ERIC Number: ED348184
Record Type: RIE
Publication Date: 1992-Apr
Reference Count: N/A
Small Schools and Higher Order Thinking Skills.
Haller, Emil J.; And Others
A review of the literature indicates that, compared to larger, urban schools, small, rural secondary schools have limited course offerings in mathematics and science; the review also indicates, however, that the achievement of students in small, rural schools is equivalent to or even higher than, that of students in larger, urban schools. Such an anomaly may be due to a mismatch of the conventional measurement of achievement outcomes and the neglect of higher-order cognitive skills taught in advanced courses offered only in larger schools. This study examines another possible explanation for the anomaly by focusing on the measures of higher-order thinking skills in science and mathematics. The data used in this study were collected beginning in 1987 by the Longitudinal Study of American Youth (LSAY), an on-going 4-year panel study of middle and high school science and mathematics education. The base-year sample consisted of 2,829 10th grade students from 51 randomly selected public schools. Survey instruments were completed by the sampled students, their teachers, and parents. Achievement tests that focused on mathematics and science knowledge and higher-order thinking skills were administered in the fall of 1987, 1988, and 1989. Zero-order statistics and regression analyses were performed with the data. Results of the study refute the hypothesis and indicate that while large schools offer more advanced courses than do small ones, those offerings appear to have no influence on student achievement and higher-order thinking skills. (LP)
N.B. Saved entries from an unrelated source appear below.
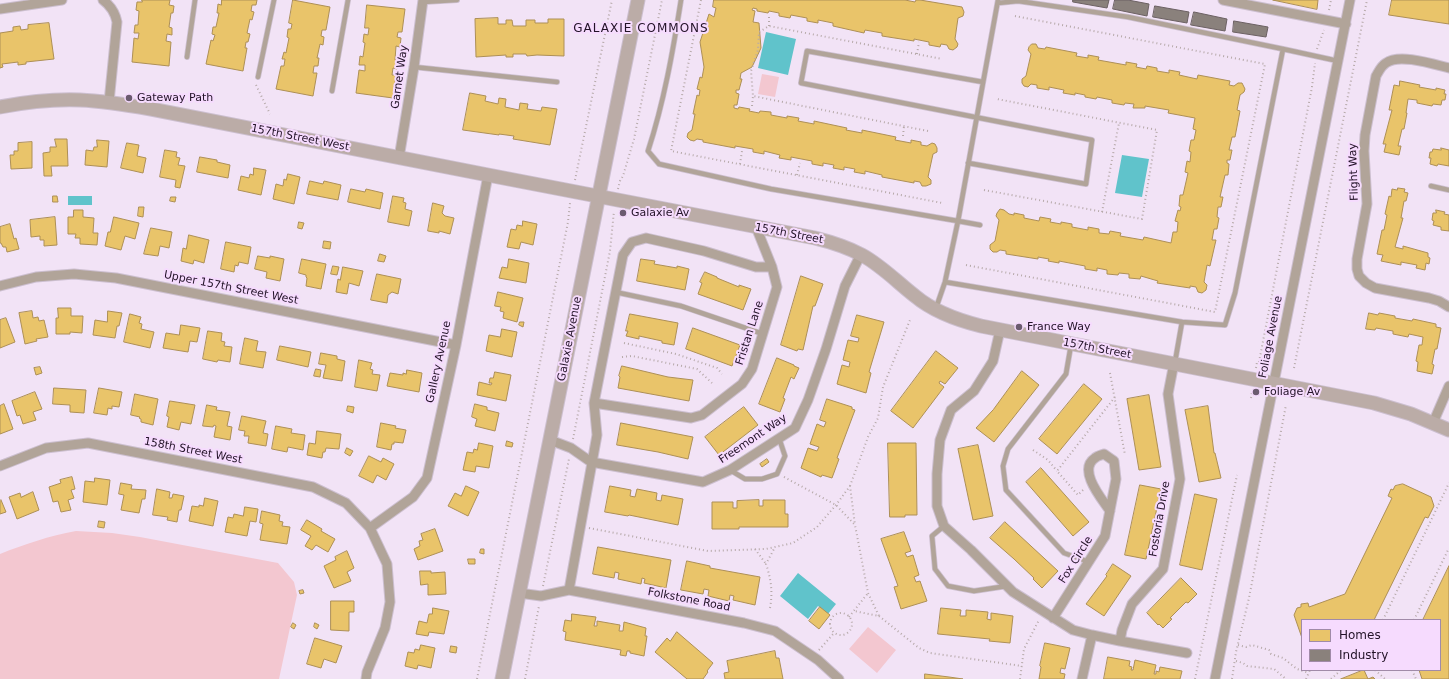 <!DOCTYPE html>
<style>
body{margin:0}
#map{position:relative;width:1449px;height:679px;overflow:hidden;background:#f2e3f6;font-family:"DejaVu Sans",sans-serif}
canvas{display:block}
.legend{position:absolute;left:1301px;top:619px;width:140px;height:52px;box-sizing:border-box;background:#f6dbfe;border:1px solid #a18ba8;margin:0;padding:5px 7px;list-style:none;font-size:12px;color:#221227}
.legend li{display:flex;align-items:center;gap:8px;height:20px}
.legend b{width:20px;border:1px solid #a18ba8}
</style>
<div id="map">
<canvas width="1449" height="679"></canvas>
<ul class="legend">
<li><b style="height:11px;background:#e9c46a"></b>Homes</li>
<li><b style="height:11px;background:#8a817c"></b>Industry</li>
</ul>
</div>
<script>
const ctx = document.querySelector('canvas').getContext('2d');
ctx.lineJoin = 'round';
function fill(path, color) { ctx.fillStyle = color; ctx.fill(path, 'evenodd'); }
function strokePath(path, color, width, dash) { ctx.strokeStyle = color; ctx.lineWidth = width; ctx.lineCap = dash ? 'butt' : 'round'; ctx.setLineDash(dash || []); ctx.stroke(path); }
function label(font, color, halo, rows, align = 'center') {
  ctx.font = font + ' "DejaVu Sans",sans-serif'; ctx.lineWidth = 4; ctx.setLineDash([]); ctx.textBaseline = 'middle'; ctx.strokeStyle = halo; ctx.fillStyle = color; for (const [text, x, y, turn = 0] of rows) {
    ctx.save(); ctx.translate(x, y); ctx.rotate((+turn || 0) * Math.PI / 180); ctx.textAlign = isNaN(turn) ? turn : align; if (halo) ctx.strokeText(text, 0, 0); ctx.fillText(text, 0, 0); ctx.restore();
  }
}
fill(new Path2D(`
 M762,74l17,3 -4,20 -17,-3z
 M76,531l36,2 28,4 138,26 16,19 3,13 -18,84h-279v-125c25,-10 49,-18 76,-23z
 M868,627l28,23 -19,23 -28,-24z`), '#f3c7d0');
fill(new Path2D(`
 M766,32l30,7 -8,36 -30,-7z
 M1122,155l27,4 -7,38 -27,-4z
 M68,196h24v9h-24z
 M798,573l38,31 -8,10 -10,-8 -10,13 -28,-23z`), '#60c3cb');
const homes = new Path2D(`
 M142,0h28l-1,5 5,1 -1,7h-2l-2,14 3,1v7l-5,-1 -1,7 5,1 -2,24 -37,-4 2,-24 4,1 1,-6h-5l1,-8h3l1,-14 -3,-1 1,-8h5z
 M222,0h35l-1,5h-4l-1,6 3,1 -2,8 -2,-1 -3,14 3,1 -2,8h-2l-1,6h2l-4,23 -37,-7 5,-24 2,1 2,-6 -3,-1 1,-7h3l3,-14h-2l1,-9 3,1z
 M293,0l37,7 -4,23h-4l-1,6 3,1 -1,8 -3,-1 -3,14h2l-1,8h-4l-1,7h4l-4,23 -37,-7 5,-23h3l1,-7h-3l2,-7 2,1 3,-15 -2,-1 1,-8h3l1,-5 -3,-1z
 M714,0h191l10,2 1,-2h4l42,7 2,5 -1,4 -5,2 -3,21 3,5 -1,3 -4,3 -4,-1 -2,-4 -6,-1 -1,3 -11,-2v-3l-15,-3v2l-32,-5v-3l-17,-3 -1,3 -31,-7v-3l-15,-3v3l-11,-2v-3l-16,-3 -1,3 -11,-2v-3l-10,-2 -1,2 -11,-2v-2l-4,-1 -1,2 3,1 -2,11 6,1 2,25 -9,19 -11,6 -1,6h2l-3,11h-3v3l3,1 -2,11h-3v3l4,1 1,-2 11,2 -1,2 10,2 1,-2 11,1v3l16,3v-2l12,2 -1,3 16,3v-3l33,7 -1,2 16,3v-3l34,7 -1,3 16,3v-3l10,2v3l6,1 5,-3 3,1 2,4v4l-4,2 -5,23 3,3v4l-5,2h-4l-2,-4 -6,-1v2l-32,-6v-2l-17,-4v3l-11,-2 1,-3 -11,-2v3l-11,-2 1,-3 -11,-2v3l-11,-2v-3l-21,-4v3l-12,-2 1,-3 -16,-4v3l-11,-2v-3l-18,-3v2l-32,-6v-2l-6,-1 -3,2 -4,-1 -3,-3 1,-4 4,-3 3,-16h-2l4,-19 2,1 1,-6 -3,-1 3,-12 2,1 2,-11 -4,-25 9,-28 5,3 2,-9 -3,-1z
 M1273,0h45l-1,9z
 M1392,0h57v24l-60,-9z
 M367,5l38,4 -3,23h-4l-1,5 4,1 -1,9 -4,-1 -1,14 3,1 -1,8 -4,-1 -1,7h4l-3,23 -37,-5 3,-23 6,1v-6h-6l1,-9 3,1 2,-14 -2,-1 1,-8 4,1 1,-7h-4z
 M498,18v6h8v-4h6l1,6h13v-6h9v3h13v-4h16v37l-27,-1 -10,1 -1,-2h-13v3h-7v-2l-30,2 -1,-38z
 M49,23l5,36 -28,3v2l-8,1v-3l-16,2 1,3 -3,1v-35l13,-2v-4l7,-1 1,4 7,-1v-4z
 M1032,44h4l2,4 7,1 1,-2 31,6 -1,3 12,2v-3l11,2 -1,3 28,5v-3l11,2 -1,3 10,2 1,-3 10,2v3l12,2v-3l11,2 -1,3 18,4 1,-4 32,6 -1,4 5,1 4,-3h4l3,6 -1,3 -4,3 -3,15 3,1 -5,26h-3l-3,13h3l-2,10h-3v3l2,1 -1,11h-3l-5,22h3l-2,10h-3l-1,10 2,1 -2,11h-3l-2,11h4l-6,26 -3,-1 -3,17 3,3 -1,5 -4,3 -4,-1 -2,-5 -6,-1v2l-33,-5 1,-2 -17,-5 -1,3 -11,-1v-4l-10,-1 -1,2 -11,-1v-4l-10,-2v3l-12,-2v-3l-26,-5v2l-11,-2 1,-2 -11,-2v2l-32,-5v-3l-6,-1 -3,2h-4l-3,-3v-4l5,-4 4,-21 -3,-4 1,-3 3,-4 4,1 5,4 5,1v-2l10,2v3l15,3 1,-4 11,2 -1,3 11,2v-2l11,2v3l16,3v-3l11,2v4l10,1 1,-3 11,2 -1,3 23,4 1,-3 27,6 2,-11h4l1,-10 -3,-1 3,-11 2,1 1,-4 -2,-1 1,-11h3l5,-22 -3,-1 2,-11 3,1 1,-10 -2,-1 2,-11h3l2,-10 -3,-1 2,-11 -27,-5 1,-3 -24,-4v2h-12l1,-4 -9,-1 -1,2 -12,-2v-3l-15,-3 -1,2 -11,-2v-2l-10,-2v2l-12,-2 1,-3 -15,-3v3l-12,-2v-3l-6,-1 -3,3 -4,-1 -2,-3v-4l4,-3 5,-22 -3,-4 1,-3z
 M1400,81l20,4 -1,2 17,3v-2l9,2 -1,4h2l-1,6h-3l-1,5 -8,-1 -1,2 -15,-3v-3l-9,-1 -2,14h1l-3,16h-2l-4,17h3l-2,9 -15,-3 2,-8h-3l9,-34h-3l5,-25 5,1z
 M470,93l16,3 -1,5 13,3 1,-6 7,1 -1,8 14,3 1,-7 8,1 -1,5 14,2 1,-4 15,2 -7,36 -37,-6 1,-3 -15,-2v1l-36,-5z
 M55,139h12l1,27h-17l1,10h-8l-1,-23 7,-1v-5h6z
 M97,140l12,1 -2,26 -22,-2 1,-15 7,1 1,-4h3z
 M32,142v26l-21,1 -1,-14h4v-4h4v-8z
 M127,143l12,2 -2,11 9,2 -3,15 -22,-5z
 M1441,148l8,2v16l-11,-2 -1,2 -7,-2 1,-6h-2l1,-6h2l1,-3 8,1z
 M165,150l12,2 -1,5 4,1 -2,7 7,1 -5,22 -5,-1 1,-7 -16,-3z
 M200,157l17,3v2l13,3 -2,13 -31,-6z
 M254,168l12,2 -5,25 -23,-5 3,-14 8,2 1,-4 3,1z
 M288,174l12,3 -6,27 -21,-5 3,-15 7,2 1,-7 2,1z
 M310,181l13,3 1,-3 17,4 -3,15 -31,-6z
 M1398,188l7,1 -1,3 4,1 -2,8h-2l-3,17h2l-8,29 8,2v-3l25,7v4l2,1 -1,6 -3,-1 -1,7 -9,-2 1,-3 -16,-3v3l-20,-4 2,-6 -6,-1 5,-24h2l3,-15 -2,-1 4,-18 2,1 1,-8 5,1z
 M351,189l14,3 1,-3 17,4 -3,16 -32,-7z
 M53,196h4l1,6h-5z
 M393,196l11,2 -1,4 3,1 -1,6 7,2 -3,15 -21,-4z
 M171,197h5l-1,5 -5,-1z
 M433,203l11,3 -2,7 3,3 9,2 -4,16 -11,-3v2l-11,-2z
 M139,207h5l-1,10 -5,-1z
 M74,210h9v7l11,1 -1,15h5l-1,12 -17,-1v-6h-5l1,-4h-8v-17h5z
 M1436,210l9,2 -1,2 5,1v16l-8,-1v-3l-8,-2 1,-4 -2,-1 1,-7h3z
 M55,217l2,28 -13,1v-6h-4v-4l-9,1 -1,-17z
 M114,217l25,6 -4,16 -10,-3 -4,14 -16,-4 3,-14h2z
 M523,221l14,3 -4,21 -12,-3 -2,7 -12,-2 4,-18 5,1 1,-5 5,1z
 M299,222l5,1 -2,6 -4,-1z
 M10,224l4,15 2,-1 3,11 -12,3 -1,-5h-3l-2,-4h-1v-16z
 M151,228l21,4 -3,16 -9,-2 -2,10 -14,-2z
 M189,235l20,5 -5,23 -10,-3 -1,4 -12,-3 2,-13 3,1z
 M324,241l7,1 -1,7 -7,-1z
 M226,242l25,5 -3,17 -9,-2 -1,4 -3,-1 -1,7 -13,-3z
 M380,254l6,2 -2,6 -6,-1z
 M258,256l12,2v-2l14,3 -4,22 -14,-3 1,-6 -12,-3z
 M302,259l24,5 -5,25 -15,-3 1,-8 -1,-1v-2l-7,-2z
 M509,259l20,4 -3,20 -27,-5 3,-11 5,1z
 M641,259l14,2 -1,3 23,4v-2l12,3 -4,21 -48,-9z
 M333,266l6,1 -2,8 -6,-1z
 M343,267l20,4 -4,15 -10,-3 -2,11 -11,-2 2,-13 2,1z
 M705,272l12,5v1l22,9v-2l12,4 -8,21 -45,-16 4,-11 -2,-1z
 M377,274l24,5 -3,15 -6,-2 -4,3 -1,8 -16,-3z
 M801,276l22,8 -8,22h-2l-10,44 -5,-1 -1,2 -16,-6z
 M498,292l25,6 -6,24 -14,-4 1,-6 -4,-1 1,-4 -6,-1z
 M58,308h13v8h12l-1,17 -12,-1v2h-14v-16h2z
 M32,311l1,7 5,-1 1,4 5,-1 4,17 -12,2 1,2 -12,3 -6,-31z
 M108,311l14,2 -3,13h-2l-2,12 -22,-3 2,-15 12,2z
 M1369,313l9,2 1,-2 16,3v2l17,3 1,-2 23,5v3l5,1 -4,21h-2l-3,15 2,1 -2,9 -15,-3 1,-9 -2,-1 3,-16h3l1,-8 -14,-3 -1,3 -15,-3v-3l-17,-3 -1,2 -9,-1z
 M130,314l11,3 -2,6 3,1 -1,5 13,3 -4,16 -26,-6z
 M630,314l48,9 -4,22 -12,-2v-2l-23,-5v3l-13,-3 2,-5h-2z
 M857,315l27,7 -15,50 2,1 -5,20 -29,-9 5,-19 7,2 1,-5 -7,-2 5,-20 10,2 1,-4 -8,-2z
 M6,318l9,24 -15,6v-28z
 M520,322h4l-1,5 -4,-2z
 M181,325l19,3 -3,14 -7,-1 -2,11 -25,-4 3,-15 13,2z
 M693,328l47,17 -8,21 -46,-17z
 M502,329l15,3 -5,25 -26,-6 3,-16 11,2z
 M208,331l14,2 -1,8 4,1 -1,4 8,1 -2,15 -12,-2 -1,2 -14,-3z
 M245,338l13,3 -2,10 10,1 -3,16 -23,-4z
 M280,346l31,6 -3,15 -31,-7z
 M936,351l22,17 -13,16 -5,-3 -1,2 5,4 -31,41 -22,-17z
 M321,353l16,3v3l8,2 -3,20 -19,-3 3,-13 -7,-1z
 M777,358l17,7v1l5,2 -5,11 -3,-2 -8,21 2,1 -5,13 -21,-8z
 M359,360l13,3 -2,6 3,1 -1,4 8,1 -3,16 -22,-4z
 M622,366l46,11 25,3 -4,21 -71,-13 2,-11 -1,-1z
 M40,367l2,6 -6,2 -2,-7z
 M316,369l5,1 -1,7 -6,-1z
 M407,370l15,3 -3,19 -32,-6 3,-13 13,2v-2l3,1z
 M1022,371l17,14 -45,57 -18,-14 17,-18z
 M495,372l16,3 -5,26 -29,-6 2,-13 12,3 1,-2h-3l1,-5h3z
 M1084,384l18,15 -45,55 -18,-15z
 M54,388l32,2 -2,23 -14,-1v-7l-17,-1z
 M99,388l23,4 -3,15 -7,-1v3l-4,-1 -1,7 -13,-2z
 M35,392l7,17 -9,3 3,8 -13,4 -3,-9 -3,1 -5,-15z
 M135,394l23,5 -5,26 -12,-3v-3l-2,-1 1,-1 -9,-2z
 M1149,395l12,72 -22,3 -12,-71z
 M827,399l25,8v2l3,1 -18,48 2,1 -7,19 -10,-3 -1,2 -20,-9 7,-20 9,3 2,-4 -9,-3 7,-20 7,3 2,-5 -6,-2z
 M170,401l25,4 -4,19 -10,-2 -2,8 -12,-3 2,-10 -2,-1z
 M4,404l9,25 -13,5v-28z
 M475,404l12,3v3l12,3 -4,18 -20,-5 2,-7 -5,-2z
 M207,405l10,2 -1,3 14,2 -3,14 5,1 -2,13 -16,-3 2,-11 -2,-1 -1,2 -10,-1z
 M348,406l6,1 -1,6 -6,-2z
 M1208,406l6,47h1l6,25 -22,4 -14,-72z
 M744,407l14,18 -39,30 -14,-18z
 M242,416l24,5 -3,12 5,1 -2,12 -18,-3 1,-7h-5l1,-5 -6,-1z
 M381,423l15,3 -1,2 11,2 -3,13 -9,-1v2h-2l-1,6 -14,-3z
 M621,423l72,14 -5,22 -30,-7 -41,-7z
 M276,426l16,3 -1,4 14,2 -2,15 -15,-3 -1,5 -15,-3z
 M317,431l24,3 -2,15 -13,-1 -1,4h-2l-1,6 -15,-3 2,-12 6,1z
 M507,441l6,2 -1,4 -6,-1z
 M479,443l14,3 -4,22 -13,-2 -1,6 -12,-2 4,-18 6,1 1,-4 3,1z
 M888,443h28l1,72h-12v2h-15z
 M978,445l15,71 -20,4 -15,-71z
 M347,448l6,3 -3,5 -5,-3z
 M369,456l12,6 2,-4 11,6 -8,16 -9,-5 -4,8 -14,-7z
 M767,459l2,3 -7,5 -2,-3z
 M1041,468l48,54 -16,14 -47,-54z
 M72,477l3,12 -4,1 3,8 -6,2 3,10 -10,2 -3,-11 -5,1 -4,-15 12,-4 -1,-3z
 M95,478l15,2 -3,25 -24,-3 2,-21 9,1z
 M121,483l11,2 -1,4 15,1 -1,9h-3l-3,14 -18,-3 3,-15 -5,-1z
 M1403,484l28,13 3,9 -6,12 -3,-1 -51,103h-72v18l-8,-23 3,-7 4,-1v-3l7,-1 1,4 36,-13 47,-96 -4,-2 3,-7 2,1 2,-4z
 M1140,485l21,4 -15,70 -21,-4z
 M466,486l13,6 -11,24 -20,-10 7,-13 6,3z
 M610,486l21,4 -1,6 5,1 2,-8 20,4 -1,7 5,1 1,-6 21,4 -5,26 -49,-10 -1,1 -23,-4z
 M157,489l13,3 -1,6h3l1,-4 11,2 -3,14h-2l-2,12 -10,-2 1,-3 -15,-2z
 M33,492l6,18 -22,9 -8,-22 11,-4 1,4z
 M1195,494l22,5 -15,71 -22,-5z
 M205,498l13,3 -5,25 -24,-5 3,-15 7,1v-2l4,1z
 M1,500l5,12 -6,2v-13z
 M759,500v6h4v-6h22v14h3v13h-49v2h-27v-27h21v6h4v-7z
 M245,507l13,2 -2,13 -6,-1 -3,15 -22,-4 3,-15 5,1 1,-4 9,2z
 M262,511l18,4 -1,6 4,1 -1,4 8,1 -3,17 -27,-4 3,-16 -3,-1z
 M307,520l15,9 -1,2 14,8 -7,13 -12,-7 -4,5 -7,-4 6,-10 -10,-6z
 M99,521l6,1 -1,6 -6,-1z
 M1005,522l53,49 -16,17 -9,-9 1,-1 -20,-19 -24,-21z
 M435,529l8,22 -25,9 -4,-11 6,-3 -1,-5 4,-1 -2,-6z
 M904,532l7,19 -6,2 2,4 6,-2 6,20 -5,2 2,5 4,-1 7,20 -26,8 -7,-22 4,-1 -17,-47z
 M598,547l73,13 -5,28 -22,-5 1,-4 -3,-1 -1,6 -23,-5 1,-6 -4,-1 -1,6 -21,-4z
 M481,549h3v5l-4,-1z
 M347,551l7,17 -7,4 4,9 -17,7 -10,-22 12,-6 -1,-3z
 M468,559h7v5h-6z
 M687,561l23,5v2l50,9 -5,28 -22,-5 1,-4 -4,-1 -1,6 -21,-5 1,-6 -5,-1 -1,5 -22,-4z
 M1113,564l18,12 -27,40 -18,-12 21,-28 -1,-1z
 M1449,566v113h-27l-3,-9h21v-50h-17z
 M420,571h11v2l14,-1 1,22 -18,1v-11l-7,1z
 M1181,578l16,16 -9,9 -2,-1 -16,16 2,1 -9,9 -4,-4 -1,1 -11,-12z
 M303,590l1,3 -4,1 -1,-3z
 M331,601h23v11h-5v19l-18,-1z
 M820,607l10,8 -11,14 -10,-8z
 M433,608l16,3 -5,23 -15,-2 -1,4 -12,-2 3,-13 8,2 2,-9h3z
 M941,608l20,2 -1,6h6v-6l22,2 -1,7 4,1v-7l22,3 -3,27 -21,-2 1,-2 -52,-5z
 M572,614l24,3 -2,9h3v-5l23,4 -1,6h4l1,-9 22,6 -1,8h2l-3,20 -14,-3v-2h-3l-1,5 -6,-1 1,-5 -56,-10 1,-8 -3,-1 2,-11 6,1z
 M293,623l3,2 -2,4 -3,-2z
 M315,623l4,2 -2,4 -3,-2z
 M677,632l36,31 -6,8 1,1 -5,7h-16l-32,-27 12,-14 3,3z
 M315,638l27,8 -6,17 -12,-4 -3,9 -14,-4z
 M1045,643l25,5 -5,21 -4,-1 -1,5 5,1 -1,5h-25l2,-12 -1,-1z
 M421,645l14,3 -4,20 -13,-3 -1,4 -12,-3 3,-14 6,1 1,-4 4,1z
 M451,646l6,1 -1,6 -6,-1z
 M775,651l1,7h3l4,21h-58l-1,-6 5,-1 -2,-11z
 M1108,657l22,4 -1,5 3,1 -1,3h2l2,-10 21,5 -2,9h2v-3l3,1 1,-5 22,4 -2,8h-76z
 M1364,670l4,9 5,-2 2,2h-34z
 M925,674l24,3 14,2h-38z`);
fill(homes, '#e9c46a');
strokePath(homes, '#ad8f56', 1);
const industry = new Path2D(`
 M1073,0h36l-2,8 -34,-6z
 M1115,0h13l21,4 -2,12 -34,-7z
 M1155,6l34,6 -2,11 -34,-6z
 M1194,12l33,7 -2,12 -34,-6z
 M1234,21l34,6 -2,10 -33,-5z`);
fill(industry, '#8a817c');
strokePath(industry, '#6b6062', 1);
const lane = new Path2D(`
 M681,0c-8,51 -17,102 -33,151l11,13 112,25 187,32 40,-221
 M423,2l34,-2
 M998,3l20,-2 110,16 155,32
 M187,57l8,-57
 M414,67l143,15
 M258,77l16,-77
 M332,91l16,-91
 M968,163l118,21 6,-44 -291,-57 6,-32 176,31
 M1431,186l18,4
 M945,282l237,40 43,3 10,-32 48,-244 55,12
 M615,292l66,14 82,28
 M936,308l9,-26 13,-61 22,4
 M1071,345l-5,29 -58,75 -5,17 3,24 58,63 25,9
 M1175,362l7,-40
 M730,470l15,9h17l15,-5 8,-18 -6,-18
 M944,526l-12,10 3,33 13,17 26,5 33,-5`);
const street = new Path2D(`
 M103,0c8,6 12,12 14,22l-8,80
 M1223,0l123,24
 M0,9l62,-9
 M1449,68c-16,-4 -50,-15 -63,-5 -5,3 -7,8 -10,13l-11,59 -1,16 3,53 -10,55v10l2,7 7,7 9,5 54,10 10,3 10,6
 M399,158l15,-91 9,-67
 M0,286l36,-9 38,-3 42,4 340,67
 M1000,330l-7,31 -19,30 -23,19 -11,30 -3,34v32l7,20 27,24 42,42 60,38 19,5
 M594,403l97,15 11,-3 40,-31 10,-15 25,-82 -5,-20 -16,-40
 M1433,423l16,-37
 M550,440l21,8 20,14 112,20 27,-12 65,-42 13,-28 18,-51 19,-63 16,-32
 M0,466l46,-18 42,-5 225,44 33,16 24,25 17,36 3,38 -5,26 -18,44 -1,7
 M370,528l43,-31 14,-19 29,-133 32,-170
 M569,590l28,-155 -3,-32 29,-148 9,-13 14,-4 58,13 52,16h16
 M519,593l22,3 28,-6 175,33 31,8 43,29 21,19
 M1053,618l52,-82 11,-57 -2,-18 -10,-7c-3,1 -7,2 -9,4 -18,12 7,41 15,53
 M1120,641l67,12
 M1082,679l10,-44 28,6 2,-11 10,-26 31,-35 17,-90 -12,-85 6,-31
 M1215,679l135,-679`);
const secondary = new Path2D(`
 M0,107c26,-5 54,-8 80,-7 24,1 48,5 71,9l337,66 327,63c16,4 32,9 47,17 20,11 35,27 53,41 19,16 42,24 66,30l393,77 37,11 38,16
 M502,679l136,-679`);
strokePath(lane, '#ccbfcf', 6);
strokePath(street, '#ccbfcf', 11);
strokePath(secondary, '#ccbfcf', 15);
strokePath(new Path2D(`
 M701,0l-30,151 271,52
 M1329,10l2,-10
 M769,26v-12
 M1317,49l7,-19
 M917,54l2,-12
 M256,85l14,29
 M752,106l1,-10
 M928,131l-175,-35 -2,-25 7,-21 1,-18 10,-6 173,33
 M903,136l1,-10
 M740,164l2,-13
 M797,175l3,-12
 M575,180l37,-180
 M618,189l2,-8 3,-5 11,-37 28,-139
 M984,190l158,29 15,-89 -160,-31
 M1102,212l17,-89
 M966,265l249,47 50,-248 -250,-48
 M624,343l52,11 41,14 5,6
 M622,357l10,-1 65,13 15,14
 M1256,368l1,-6h2l53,-275 3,-24
 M1294,368l73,-368
 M1110,373l15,82
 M1251,398l1,-6
 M573,439l37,-188 4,-40
 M1033,450l15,10 9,11
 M784,477l52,28 19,20 13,68 11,23 -25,-5
 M850,486l18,-49 10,-19 5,-31 27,-67
 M1083,490l-5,5 -21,-24 58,-74
 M589,528l119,23 58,-2 27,-6 24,-16 19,-22 14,-19 5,39
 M755,549l11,15
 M543,586l26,-127
 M770,608c3,-16 1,-29 -4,-44l9,-17
 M830 624a11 11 0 1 1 22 0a11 11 0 1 1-22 0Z
 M879,616l40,32 11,5 92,13
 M849,617l19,-24
 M1383,620l66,-137
 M1414,620l35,-72
 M1238,645l8,2 6,-2 17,5 2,4 12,4 14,11 12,4
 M819,650l15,-17
 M1236,661l7,2 4,3 27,3 12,10
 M1375,670l10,9
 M1412,670l4,9
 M477,679l91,-457 2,-19
 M525,679l14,-73
 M1020,679l4,-30 15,-29
 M1195,679l42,-204
 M1232,679l4,-27 13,-54 37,-193
 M1306,679l4,-9
 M1331,679l10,-9`), '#b6a9a9', 2, [1, 3]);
strokePath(lane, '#b1a499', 4.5);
strokePath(street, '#b1a499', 9);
strokePath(secondary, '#bbaca7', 13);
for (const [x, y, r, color] of [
 [129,98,4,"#6b5b6f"],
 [623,213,4,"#6b5b6f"],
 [1019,327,4,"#6b5b6f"],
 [1256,392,4,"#6b5b6f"]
]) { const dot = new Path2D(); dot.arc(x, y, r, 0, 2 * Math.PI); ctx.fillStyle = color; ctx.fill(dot); strokePath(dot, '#f6dbfe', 1.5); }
label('11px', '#221227', '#f6dbfe', [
 ["Garnet Way",400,77,-82],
 ["157th Street West",300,138,11],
 ["Flight Way",1354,172,-92],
 ["157th Street",789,234,11],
 ["Upper 157th Street West",231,288,11],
 ["Fristan Lane",750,333,-72],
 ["Foliage Avenue",1271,337,-79],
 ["Galaxie Avenue",570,339,-79],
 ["157th Street",1097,349,11],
 ["Gallery Avenue",439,362,-78],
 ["Freemont Way",753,439,-34],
 ["158th Street West",193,451,11],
 ["Fostoria Drive",1160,519,-80],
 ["Fox Circle",1076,560,-58],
 ["Folkstone Road",689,600,11]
]);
label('11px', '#221227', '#f6dbfe', [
 ["Gateway Path",137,98],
 ["Galaxie Av",631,213],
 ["France Way",1027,327],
 ["Foliage Av",1264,392]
], 'left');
ctx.letterSpacing = '1px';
label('12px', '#221227', '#f6dbfe', [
 ["GALAXIE COMMONS",641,29]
]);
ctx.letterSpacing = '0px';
</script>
Publication Type: Speeches/Meeting Papers; Reports - Research
Education Level: N/A
Sponsor: Office of Educational Research and Improvement (ED), Washington, DC.
Authoring Institution: Consortium for Policy Research in Education, New Brunswick, NJ.
Identifiers: Longitudinal Study of American Youth
Note: Paper presented at the Annual Meeting of the American Educational Research Association (San Francisco, CA, April 20-24, 1992).